Au sous-sol du bâtiment, elle tient absolument à nous le faire visiter. Il s’agit d’un bel exemple de partenariat entre un laboratoire privé et un hôpital public. En guise d’introduction de la visite, cette phrase : « Croyez-en mon expérience, pour une femme, un désir d’enfant non satisfait c’est plus triste que le cancer du sein. » Deux femmes attendent dans une salle d’attente joliment décorée avec un canapé confortable et des coussins en wax. « J’avais vraiment besoin d’être rassurée surtout que je suis diabétique, explique Aurélia, 39 ans, qui attend une ponction de ses ovocytes. Elle (ndlr : le docteur Hatem) a vraiment ce truc qui rassure, un grand calme et une sérénité. » 

Guy Cassuto du laboratoire Drouot évoque sa collègue en ces termes : « Ghada écoute les patientes comme les cliniciens, sans aucune prétention et dans une grande ouverture, raconte-t-il. C’est ce qui explique qu’on a envie de la suivre dans ses projets. » Il a accepté de venir monter le centre de PMA à la demande du docteur Hatem car il avait déjà travaillé avec elle. 

Une Maison des Femmes

L’autre projet qui a beaucoup occupé ces derniers mois notre gynécologue, c’est la Maison des Femmes. Partant du constat que de nombreuses patientes étaient en proie à des violences, il a été imaginé un lieu où elles pourraient consulter des spécialistes. Ce bâtiment qui se trouve dans l’enceinte de l’hôpital, mais offre un accès direct depuis la rue, propose depuis juillet des consultations spécifiques. Il s’agit d’une première en France. Inceste, excision, violences conjugales, viol…Des spécialistes formés à ces situations consultent sur place. Deux chirurgiens spécialisés dans la reconstruction du clitoris effectuent des permanences.

Il a fallu beaucoup de temps et d’énergie pour rassembler les 950 000 € nécessaires à la construction de cette maison aux couleurs chatoyantes de 250 m2. Comme pour le centre de PMA, un soin particulier a été apporté à la décoration du lieu. « On veut que les femmes arrivent dans des endroits où elles se sentent bien, souligne Ghada Hatem. Je suis convaincue que le beau appelle le beau et le propre appelle le propre. »

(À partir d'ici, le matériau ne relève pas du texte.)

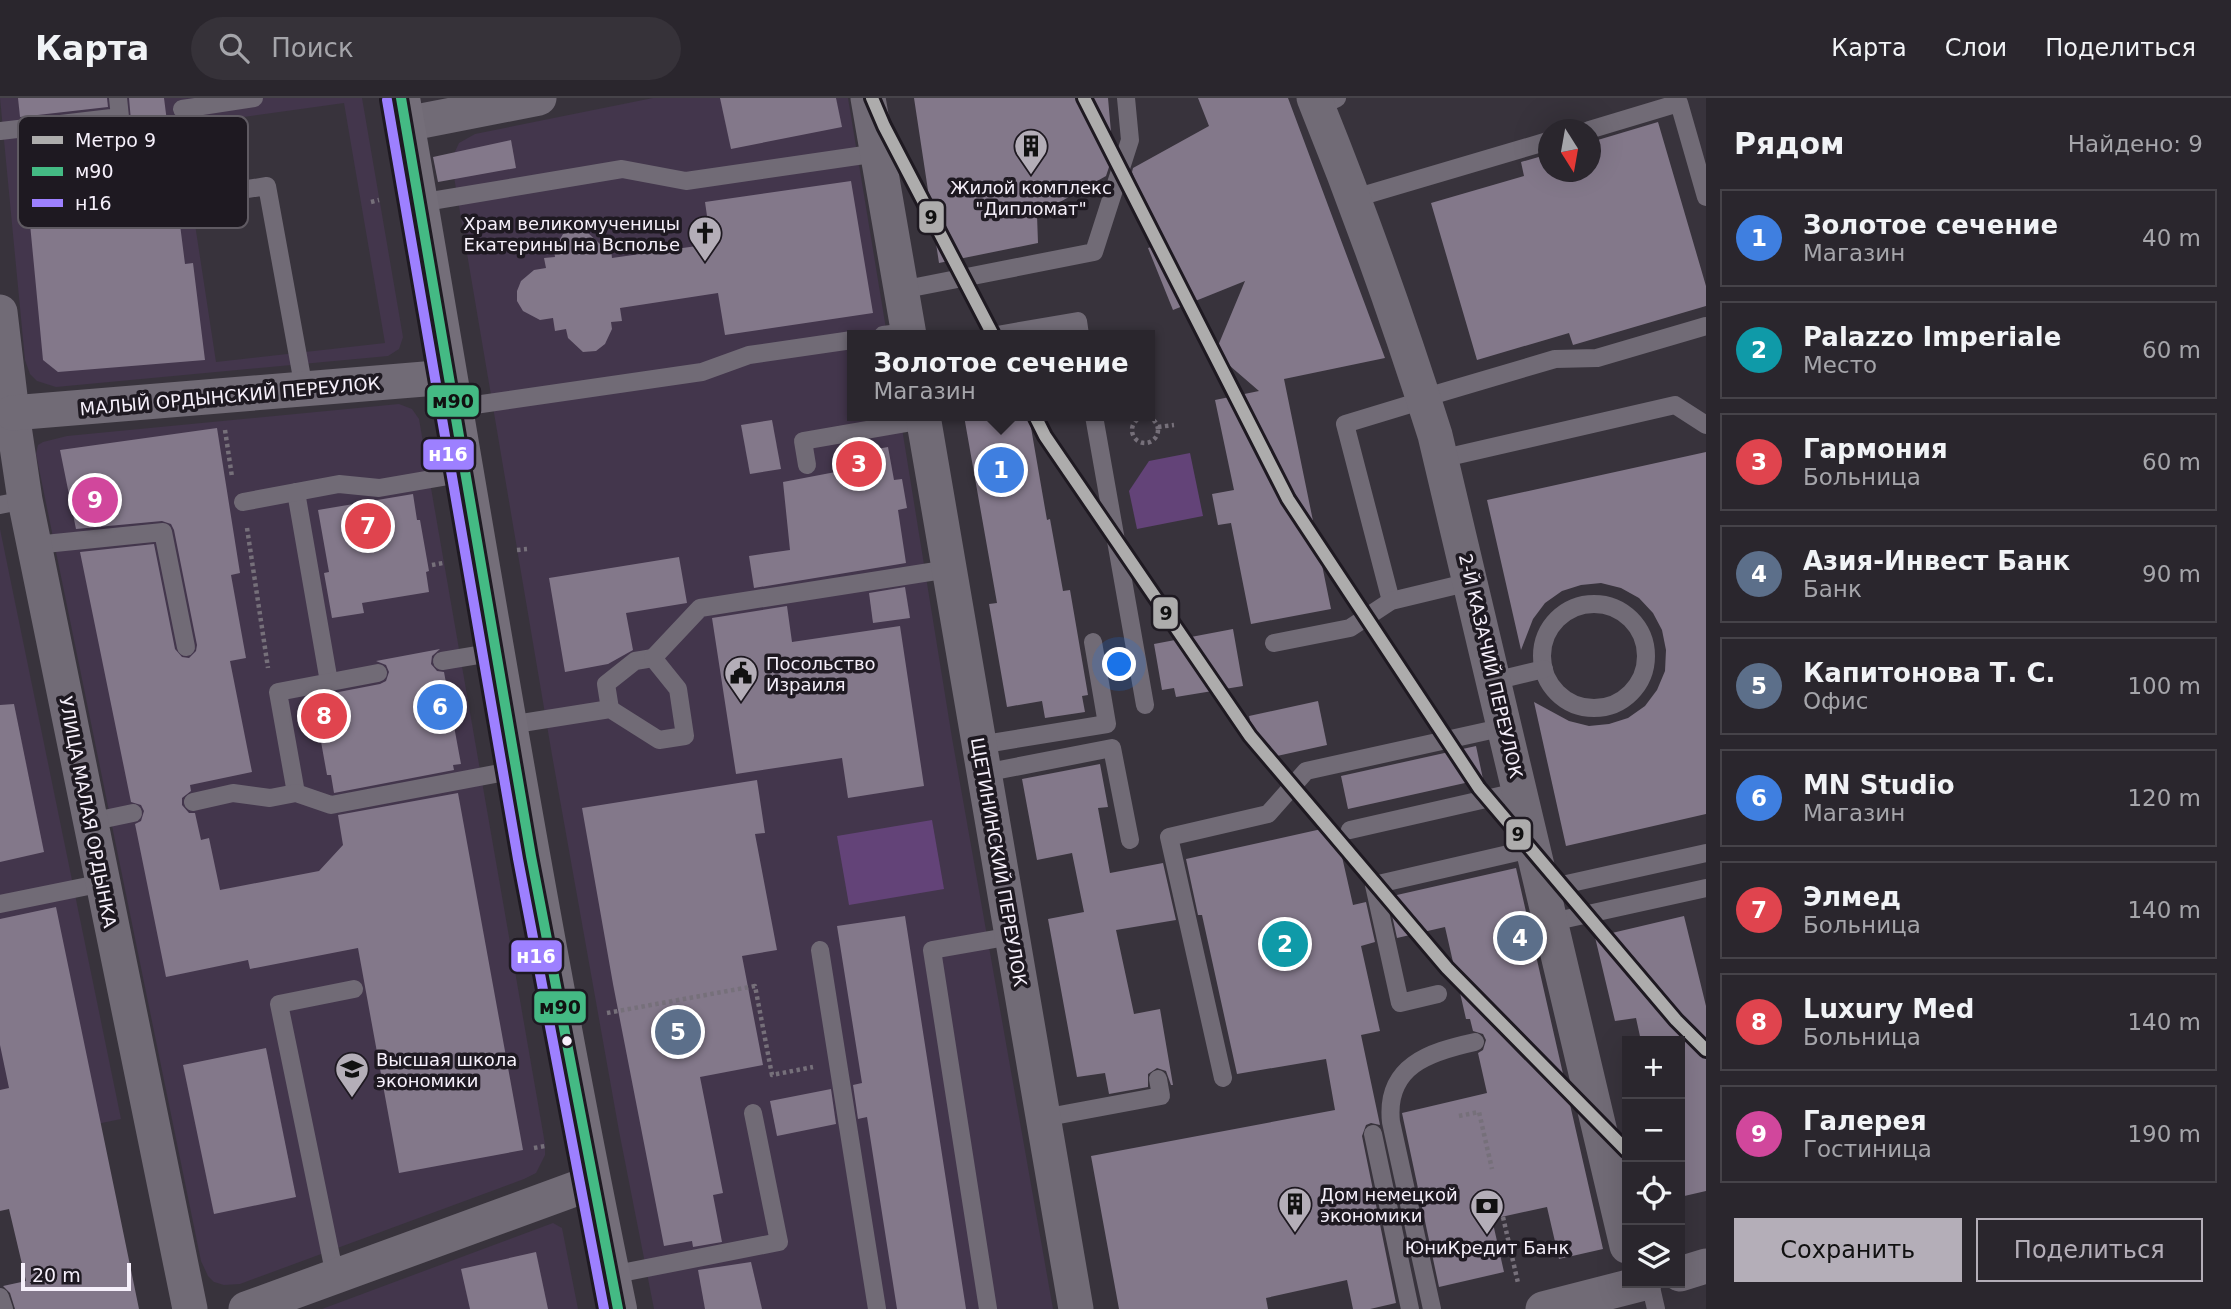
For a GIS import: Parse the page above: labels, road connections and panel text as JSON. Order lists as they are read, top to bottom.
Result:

En la regardant lentement, on se demande ce qui frappe d’abord chez cette femme au teint mat et aux cheveux bouclés. Son énergie ? Ou le bleu lagon de ses yeux cernés par le manque de sommeil cumulé par des nuits trop courtes qui s’enchaînent ? Peut-être cette énergie à la fois rassurante et capable de soulever des montagnes. Elle l’explique par ses origines libanaises. « Pour les Libanais, rien n’est impossible », conclut-elle. On la croit sur parole.